(Stored dataset items)
======
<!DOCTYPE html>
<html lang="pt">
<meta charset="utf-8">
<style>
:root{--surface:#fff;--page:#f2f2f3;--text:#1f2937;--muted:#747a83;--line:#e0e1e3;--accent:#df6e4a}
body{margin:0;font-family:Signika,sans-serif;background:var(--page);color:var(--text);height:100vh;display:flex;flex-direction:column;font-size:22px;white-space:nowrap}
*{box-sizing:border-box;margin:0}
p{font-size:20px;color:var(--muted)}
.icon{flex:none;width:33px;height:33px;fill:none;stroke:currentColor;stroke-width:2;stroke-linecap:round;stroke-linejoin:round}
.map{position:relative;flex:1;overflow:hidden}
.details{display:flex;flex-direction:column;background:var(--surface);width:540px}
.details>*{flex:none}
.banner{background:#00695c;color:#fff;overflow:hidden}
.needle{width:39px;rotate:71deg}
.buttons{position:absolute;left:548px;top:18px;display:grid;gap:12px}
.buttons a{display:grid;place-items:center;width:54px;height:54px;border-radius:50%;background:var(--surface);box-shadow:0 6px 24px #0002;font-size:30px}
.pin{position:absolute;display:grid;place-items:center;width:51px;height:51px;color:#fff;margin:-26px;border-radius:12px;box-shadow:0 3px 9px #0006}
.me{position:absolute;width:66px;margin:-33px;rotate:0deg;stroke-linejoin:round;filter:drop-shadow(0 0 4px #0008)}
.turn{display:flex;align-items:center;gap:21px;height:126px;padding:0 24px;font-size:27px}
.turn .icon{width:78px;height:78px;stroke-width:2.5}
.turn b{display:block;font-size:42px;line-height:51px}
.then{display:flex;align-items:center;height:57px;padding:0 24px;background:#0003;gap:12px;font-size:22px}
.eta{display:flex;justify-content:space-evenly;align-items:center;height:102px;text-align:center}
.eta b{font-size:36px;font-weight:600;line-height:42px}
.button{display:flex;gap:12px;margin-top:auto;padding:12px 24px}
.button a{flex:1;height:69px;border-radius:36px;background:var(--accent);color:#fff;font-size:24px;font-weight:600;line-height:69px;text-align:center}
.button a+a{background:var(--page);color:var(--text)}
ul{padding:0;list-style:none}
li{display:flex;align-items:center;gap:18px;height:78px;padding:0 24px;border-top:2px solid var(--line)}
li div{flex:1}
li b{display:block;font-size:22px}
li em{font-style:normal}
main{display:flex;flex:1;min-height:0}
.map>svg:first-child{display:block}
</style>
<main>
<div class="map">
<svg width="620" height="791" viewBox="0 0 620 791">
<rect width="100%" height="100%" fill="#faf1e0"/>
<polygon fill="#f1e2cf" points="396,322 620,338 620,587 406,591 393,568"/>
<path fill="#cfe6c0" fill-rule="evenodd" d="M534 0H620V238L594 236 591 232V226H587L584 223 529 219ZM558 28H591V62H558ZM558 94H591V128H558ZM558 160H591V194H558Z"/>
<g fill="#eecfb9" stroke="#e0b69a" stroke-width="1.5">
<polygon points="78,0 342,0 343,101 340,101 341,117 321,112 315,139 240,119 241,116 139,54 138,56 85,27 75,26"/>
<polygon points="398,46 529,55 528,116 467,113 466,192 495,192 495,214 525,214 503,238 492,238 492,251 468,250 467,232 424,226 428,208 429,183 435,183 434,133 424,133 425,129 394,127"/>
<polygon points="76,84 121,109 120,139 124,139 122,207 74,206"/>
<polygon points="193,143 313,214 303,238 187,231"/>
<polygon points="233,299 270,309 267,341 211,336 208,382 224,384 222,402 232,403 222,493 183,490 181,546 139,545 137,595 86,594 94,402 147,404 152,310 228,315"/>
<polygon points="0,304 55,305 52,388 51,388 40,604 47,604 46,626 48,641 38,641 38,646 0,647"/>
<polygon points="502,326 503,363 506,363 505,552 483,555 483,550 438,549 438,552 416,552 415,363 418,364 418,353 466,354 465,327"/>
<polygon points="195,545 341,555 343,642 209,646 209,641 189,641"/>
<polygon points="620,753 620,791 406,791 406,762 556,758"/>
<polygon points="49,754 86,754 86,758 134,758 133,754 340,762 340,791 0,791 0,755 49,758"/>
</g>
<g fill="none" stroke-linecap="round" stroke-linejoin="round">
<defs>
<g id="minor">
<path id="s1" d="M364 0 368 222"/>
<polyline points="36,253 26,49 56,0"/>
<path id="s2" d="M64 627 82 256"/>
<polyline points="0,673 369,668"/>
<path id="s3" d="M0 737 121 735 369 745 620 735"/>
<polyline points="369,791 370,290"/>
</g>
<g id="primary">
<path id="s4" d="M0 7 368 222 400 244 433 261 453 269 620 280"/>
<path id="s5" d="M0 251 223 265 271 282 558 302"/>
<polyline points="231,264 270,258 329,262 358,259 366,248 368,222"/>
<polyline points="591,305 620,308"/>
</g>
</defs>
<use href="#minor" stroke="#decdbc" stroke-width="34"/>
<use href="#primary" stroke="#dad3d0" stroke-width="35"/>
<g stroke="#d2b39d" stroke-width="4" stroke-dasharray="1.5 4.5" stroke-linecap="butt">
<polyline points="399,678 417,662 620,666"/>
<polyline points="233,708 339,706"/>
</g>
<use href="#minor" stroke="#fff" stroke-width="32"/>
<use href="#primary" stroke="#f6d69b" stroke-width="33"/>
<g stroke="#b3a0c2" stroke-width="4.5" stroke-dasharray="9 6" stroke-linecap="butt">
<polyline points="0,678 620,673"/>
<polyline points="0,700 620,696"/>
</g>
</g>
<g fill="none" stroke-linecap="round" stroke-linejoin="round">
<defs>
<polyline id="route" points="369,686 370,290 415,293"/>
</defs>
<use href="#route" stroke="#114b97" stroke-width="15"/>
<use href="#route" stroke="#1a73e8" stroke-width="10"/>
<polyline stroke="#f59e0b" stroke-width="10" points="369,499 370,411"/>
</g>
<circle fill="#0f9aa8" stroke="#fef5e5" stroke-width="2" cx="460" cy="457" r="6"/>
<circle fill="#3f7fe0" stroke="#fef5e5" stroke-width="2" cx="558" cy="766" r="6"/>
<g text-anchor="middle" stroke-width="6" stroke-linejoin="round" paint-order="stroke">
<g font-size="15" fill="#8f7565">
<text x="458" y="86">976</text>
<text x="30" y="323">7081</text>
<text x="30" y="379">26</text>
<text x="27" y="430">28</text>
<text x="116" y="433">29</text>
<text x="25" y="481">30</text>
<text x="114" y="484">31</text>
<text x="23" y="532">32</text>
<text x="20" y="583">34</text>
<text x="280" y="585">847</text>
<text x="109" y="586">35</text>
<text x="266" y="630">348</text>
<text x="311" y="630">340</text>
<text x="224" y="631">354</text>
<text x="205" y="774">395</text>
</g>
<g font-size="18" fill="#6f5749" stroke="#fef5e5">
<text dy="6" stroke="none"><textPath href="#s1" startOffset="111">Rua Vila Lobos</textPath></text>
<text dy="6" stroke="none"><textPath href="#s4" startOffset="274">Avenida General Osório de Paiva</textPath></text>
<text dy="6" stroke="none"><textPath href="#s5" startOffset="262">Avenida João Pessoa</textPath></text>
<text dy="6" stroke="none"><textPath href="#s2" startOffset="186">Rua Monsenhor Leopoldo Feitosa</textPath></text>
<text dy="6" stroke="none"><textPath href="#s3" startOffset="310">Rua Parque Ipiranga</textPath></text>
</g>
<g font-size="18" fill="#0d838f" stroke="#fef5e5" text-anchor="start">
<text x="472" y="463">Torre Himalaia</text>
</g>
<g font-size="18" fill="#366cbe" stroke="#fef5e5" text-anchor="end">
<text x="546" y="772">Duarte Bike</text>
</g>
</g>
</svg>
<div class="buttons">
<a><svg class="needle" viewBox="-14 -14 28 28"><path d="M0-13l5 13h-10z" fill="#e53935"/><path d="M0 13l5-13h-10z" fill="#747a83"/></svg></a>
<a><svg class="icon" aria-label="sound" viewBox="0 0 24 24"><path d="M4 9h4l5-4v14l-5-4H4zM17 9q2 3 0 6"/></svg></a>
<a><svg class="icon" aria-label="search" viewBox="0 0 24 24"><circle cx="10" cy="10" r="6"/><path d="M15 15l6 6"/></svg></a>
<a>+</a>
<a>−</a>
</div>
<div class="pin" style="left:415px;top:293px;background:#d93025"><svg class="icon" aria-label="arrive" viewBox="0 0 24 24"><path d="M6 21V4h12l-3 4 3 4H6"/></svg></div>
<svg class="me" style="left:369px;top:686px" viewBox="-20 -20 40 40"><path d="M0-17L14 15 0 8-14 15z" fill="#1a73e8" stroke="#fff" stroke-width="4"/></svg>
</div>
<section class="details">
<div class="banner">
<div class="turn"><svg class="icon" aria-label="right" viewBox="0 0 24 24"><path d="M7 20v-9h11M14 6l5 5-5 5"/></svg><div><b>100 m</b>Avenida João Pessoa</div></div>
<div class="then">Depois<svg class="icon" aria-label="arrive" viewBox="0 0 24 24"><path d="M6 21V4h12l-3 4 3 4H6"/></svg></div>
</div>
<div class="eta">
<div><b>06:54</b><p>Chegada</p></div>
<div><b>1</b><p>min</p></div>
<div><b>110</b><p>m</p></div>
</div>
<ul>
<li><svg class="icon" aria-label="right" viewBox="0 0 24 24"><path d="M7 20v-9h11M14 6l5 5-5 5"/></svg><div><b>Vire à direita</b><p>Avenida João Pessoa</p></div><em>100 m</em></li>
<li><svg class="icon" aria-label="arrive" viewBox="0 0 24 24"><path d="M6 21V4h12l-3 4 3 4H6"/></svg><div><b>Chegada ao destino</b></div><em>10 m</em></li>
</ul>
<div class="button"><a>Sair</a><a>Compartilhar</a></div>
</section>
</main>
======
> Task requirements
Retype exactly. Start at the line with "João Pessoa</p></div><em>100 m</em></li>" and stop at the last line of the data.

> Output below
<li><svg class="icon" aria-label="right" viewBox="0 0 24 24"><path d="M7 20v-9h11M14 6l5 5-5 5"/></svg><div><b>Vire à direita</b><p>Avenida João Pessoa</p></div><em>100 m</em></li>
<li><svg class="icon" aria-label="arrive" viewBox="0 0 24 24"><path d="M6 21V4h12l-3 4 3 4H6"/></svg><div><b>Chegada ao destino</b></div><em>10 m</em></li>
</ul>
<div class="button"><a>Sair</a><a>Compartilhar</a></div>
</section>
</main>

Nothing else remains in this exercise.